▶ RAW DATA:
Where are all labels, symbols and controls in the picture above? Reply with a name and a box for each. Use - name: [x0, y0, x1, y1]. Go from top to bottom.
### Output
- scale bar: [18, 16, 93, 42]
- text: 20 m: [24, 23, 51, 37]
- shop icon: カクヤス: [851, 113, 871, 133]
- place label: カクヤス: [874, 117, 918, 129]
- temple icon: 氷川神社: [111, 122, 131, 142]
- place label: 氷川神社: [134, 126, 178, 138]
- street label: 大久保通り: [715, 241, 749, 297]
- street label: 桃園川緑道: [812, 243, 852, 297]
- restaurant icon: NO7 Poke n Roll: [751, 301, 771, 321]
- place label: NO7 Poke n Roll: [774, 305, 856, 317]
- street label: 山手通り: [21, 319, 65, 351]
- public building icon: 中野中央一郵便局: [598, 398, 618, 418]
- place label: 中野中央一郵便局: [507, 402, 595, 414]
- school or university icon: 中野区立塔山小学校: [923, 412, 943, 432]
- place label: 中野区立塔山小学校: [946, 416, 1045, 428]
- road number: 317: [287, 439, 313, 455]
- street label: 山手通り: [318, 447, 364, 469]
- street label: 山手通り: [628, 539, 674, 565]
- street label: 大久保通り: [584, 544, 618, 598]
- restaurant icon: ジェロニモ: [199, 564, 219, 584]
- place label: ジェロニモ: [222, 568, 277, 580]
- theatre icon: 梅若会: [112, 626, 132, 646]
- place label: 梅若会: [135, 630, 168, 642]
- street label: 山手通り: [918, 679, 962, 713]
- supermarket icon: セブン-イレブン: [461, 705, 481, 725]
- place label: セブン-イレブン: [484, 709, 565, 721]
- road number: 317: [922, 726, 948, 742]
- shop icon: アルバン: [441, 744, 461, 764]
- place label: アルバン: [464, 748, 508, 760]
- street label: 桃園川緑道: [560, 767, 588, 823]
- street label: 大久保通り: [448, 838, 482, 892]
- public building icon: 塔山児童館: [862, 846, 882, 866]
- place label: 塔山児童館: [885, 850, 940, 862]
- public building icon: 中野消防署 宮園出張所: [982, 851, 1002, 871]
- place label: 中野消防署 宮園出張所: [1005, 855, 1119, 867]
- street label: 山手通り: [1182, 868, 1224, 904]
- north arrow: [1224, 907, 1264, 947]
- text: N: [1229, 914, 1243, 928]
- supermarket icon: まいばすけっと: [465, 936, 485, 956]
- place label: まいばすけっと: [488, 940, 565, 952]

▶ WHAT THE EXERCISE ASKS: Pick out every line of the listing containing the word "street", and show those lines.

▶ OUTPUT FOR THIS EXERCISE:
- street label: 大久保通り: [715, 241, 749, 297]
- street label: 桃園川緑道: [812, 243, 852, 297]
- street label: 山手通り: [21, 319, 65, 351]
- street label: 山手通り: [318, 447, 364, 469]
- street label: 山手通り: [628, 539, 674, 565]
- street label: 大久保通り: [584, 544, 618, 598]
- street label: 山手通り: [918, 679, 962, 713]
- street label: 桃園川緑道: [560, 767, 588, 823]
- street label: 大久保通り: [448, 838, 482, 892]
- street label: 山手通り: [1182, 868, 1224, 904]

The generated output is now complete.